This content was previously published on Forbes.com.

The most interesting thing about the Fast Company Most Innovative Companies 2013 list isn’t who is on it. It’s who isn’t.

Writing about the companies that had fallen off the list (and were obviously upset about it), Robert Safian, Editor of Fast Company magazine said, “It’s not that these businesses suddenly lost their mojo. But in a climate where the velocity of change is accelerating, these companies didn’t have a compelling-enough breakthrough for us to highlight.”

Safian’s remark perfectly illustrates the essential element required for survival in today’s economic environment. If you aren’t constantly innovating, your organization is most likely losing its edge. If your innovations are incremental – not big enough to move the needle – you’re still losing.

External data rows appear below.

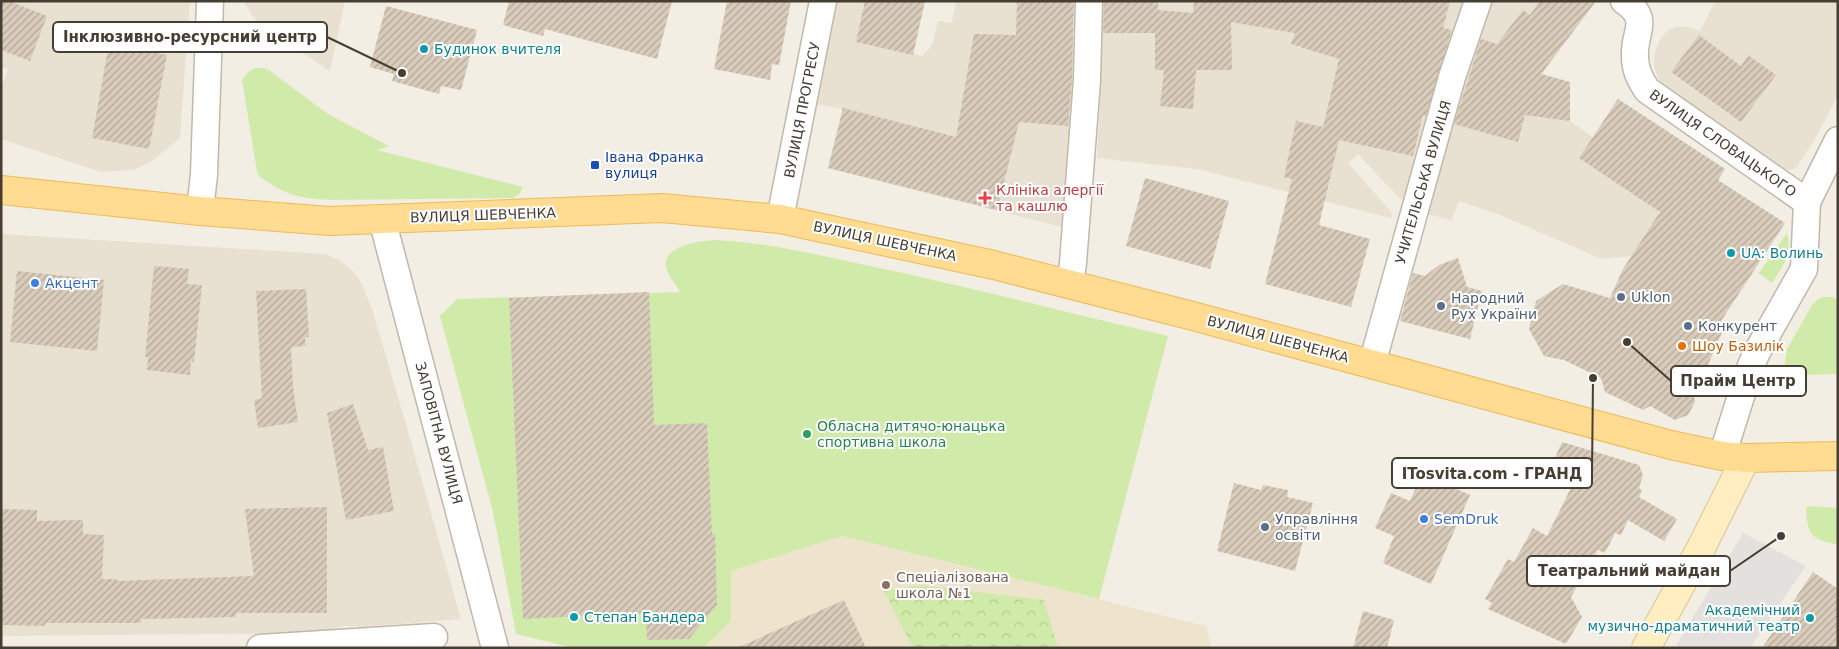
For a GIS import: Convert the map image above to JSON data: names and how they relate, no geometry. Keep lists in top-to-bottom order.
{
  "streets": {
    "main road": ["ВУЛИЦЯ СЛОВАЦЬКОГО", "ВУЛИЦЯ ШЕВЧЕНКА"],
    "street": ["ВУЛИЦЯ ПРОГРЕСУ", "УЧИТЕЛЬСЬКА ВУЛИЦЯ", "ЗАПОВІТНА ВУЛИЦЯ"]
  },
  "crossings": [
    ["ВУЛИЦЯ ПРОГРЕСУ", "ВУЛИЦЯ ШЕВЧЕНКА"],
    ["ВУЛИЦЯ СЛОВАЦЬКОГО", "ВУЛИЦЯ ШЕВЧЕНКА"],
    ["УЧИТЕЛЬСЬКА ВУЛИЦЯ", "ВУЛИЦЯ ШЕВЧЕНКА"],
    ["ВУЛИЦЯ ШЕВЧЕНКА", "ЗАПОВІТНА ВУЛИЦЯ"]
  ],
  "places": {
    "other": [
      "Будинок вчителя",
      "Інклюзивно-ресурсний центр",
      "UA: Волинь",
      "Акцент",
      "Uklon",
      "Народний Рух України",
      "Конкурент",
      "Прайм Центр",
      "Шоу Базилік",
      "ITosvita.com - ГРАНД",
      "Обласна дитячо-юнацька спортивна школа",
      "SemDruk",
      "Управління освіти",
      "Театральний майдан",
      "Спеціалізована школа №1",
      "Степан Бандера",
      "Академічний музично-драматичний театр"
    ],
    "transit": ["Івана Франка вулиця"],
    "health": ["Клініка алергії та кашлю"]
  }
}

What do the companies on Fast Company’s list like Nike, Uber, and Pinterest have that others like Facebook and Twitter don’t? Better new products – which came from innovative ideas, that’s obvious. The mystery is where these ideas come from, how they rise to get noticed, and then how they are brought to market faster than anyone else. This list is a reminder that some of the companies we’ve historically associated with innovation because of their brand name (3M, Facebook, and Twitter) aren’t immune to losing their edge.

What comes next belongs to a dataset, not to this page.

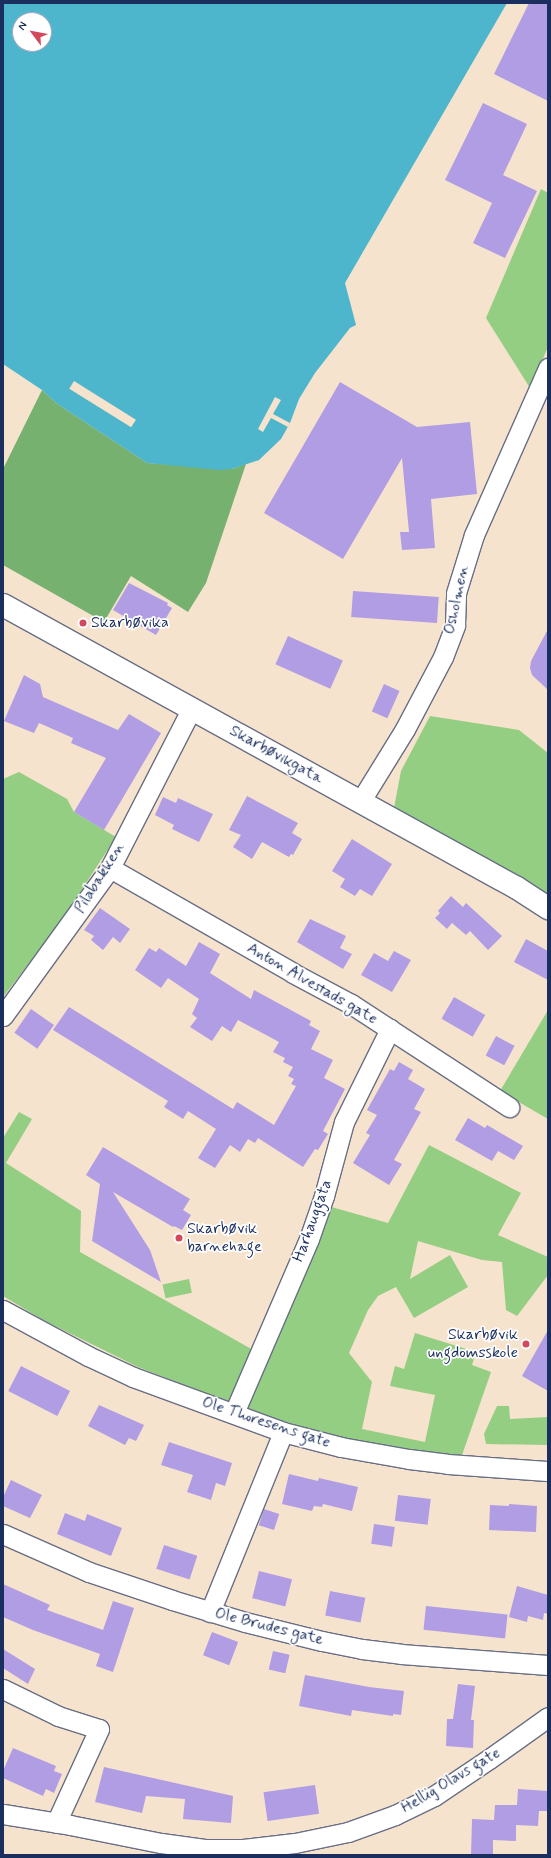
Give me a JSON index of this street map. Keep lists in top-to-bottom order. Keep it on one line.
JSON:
{"streets":{"main road":["Skarbøvikgata"],"street":["Osholmen","Pilabakken","Anton Alvestads gate","Harhauggata","Ole Thoresens gate","Ole Brudes gate","Hellig Olavs gate"]},"crossings":[["Osholmen","Skarbøvikgata"],["Skarbøvikgata","Pilabakken"],["Pilabakken","Anton Alvestads gate"],["Anton Alvestads gate","Harhauggata"],["Harhauggata","Ole Thoresens gate"]],"places":["Skarbøvika","Skarbøvik barnehage","Skarbøvik ungdomsskole"],"north":"top left"}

While people have spilled much ink on how to create innovation, I’d like to offer an easier way to get there – by process of elimination. Let’s start with five things you will NOT hear at the most innovative organizations. Be on alert for them; These are clear indicators that your company is losing its innovation “mojo.”

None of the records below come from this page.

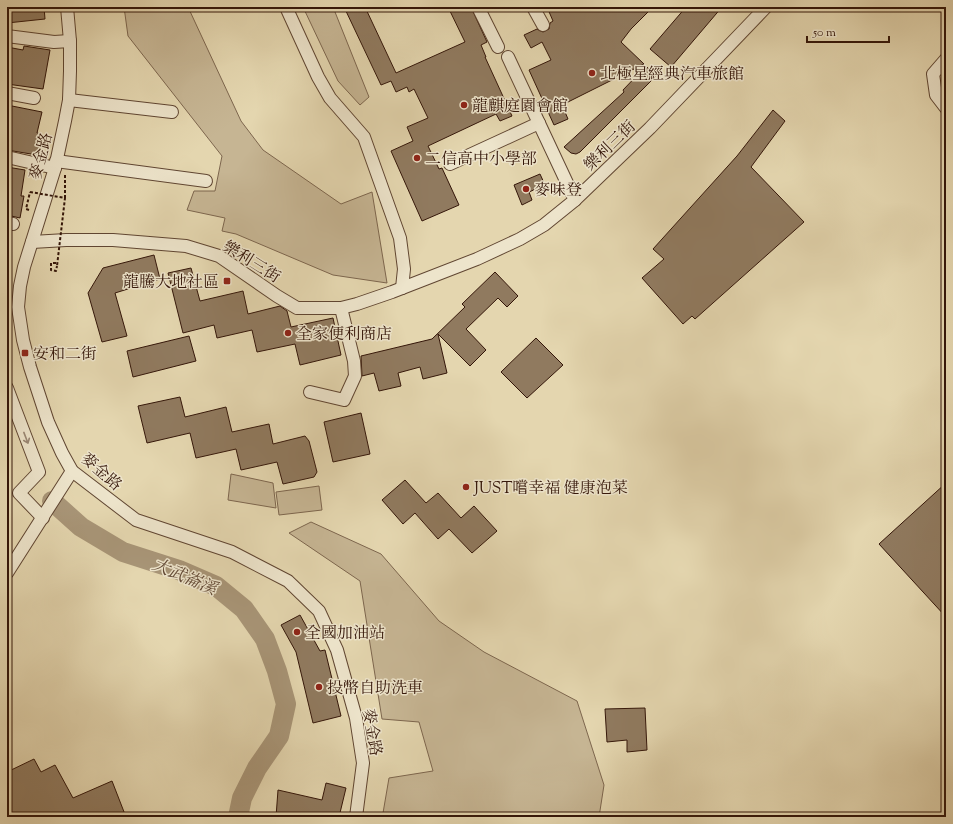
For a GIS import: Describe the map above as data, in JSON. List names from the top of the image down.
{
  "streets": {
    "street": ["樂利三街", "麥金路"]
  },
  "crossings": [
    ["樂利三街", "麥金路"]
  ],
  "water": ["大武崙溪"],
  "places": {
    "other": [
      "北極星經典汽車旅館",
      "龍麒庭園會館",
      "二信高中小學部",
      "麥味登",
      "全家便利商店",
      "JUST嚐幸福 健康泡菜",
      "全國加油站",
      "投幣自助洗車"
    ],
    "transit": ["龍騰大地社區", "安和二街"]
  },
  "scale_bar": "50 m"
}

  1. “Can we do that?” Permission seekers are the mark of unclear company vision. If your company’s vision is clear enough, and has been communicated constantly and consistently, people do not come to you for permission, they come to show you what they’ve already done.
  2. “We can’t do that.” On the flip side of the previous comment, you find the limitations or barriers people have set up in reaction to the punishment they’ve experienced for prior failures. If your people see others try, fail, then get punished, you can guarantee that people will remain in the safe spot. No one is going to try to innovate, much less try anything remotely outside the box ever again.
  3. “We have to go through proper channels.” A mark of truly innovative companies is that the employees are well-networked, and they are constantly crossing silo walls to engage other departments, gather knowledge, or just get an outside opinion. Though one person may come up with the idea, nobody creates a great innovation solely on their own.
  4. “That’s good enough.” In many companies, once significant progress is made, momentum slows and eventually the project fails. This is one of the key reasons 70% of change efforts fail. Yes, it’s important to celebrate incremental wins, but in innovative companies, people don’t let up – they continue to focus on the final prize. This only comes from a relentless focus on winning.
  5. “That’s not my job.” This final phrase is the clearest indicator that people aren’t focused on the future of the company. If employees have a clear understanding of the vision set by leadership, no one will be talking in terms of their box on the org-chart. If you hear “us” and “them” language referring to internal teams, beware. Employees at innovative companies know it is always “our” job – we win together.

Stay on the alert to these dangerous phrases that might sneak into conversations in your organization. A great brand name no longer protects you from losing your edge. Remember Kodak?

Kathy Gersch is an Executive Vice President at Kotter International, a firm that helps leaders accelerate strategy implementation in their organizations, and is the Konosuke Matsushita Professor of Leadership, Emeritus, at Harvard Business School.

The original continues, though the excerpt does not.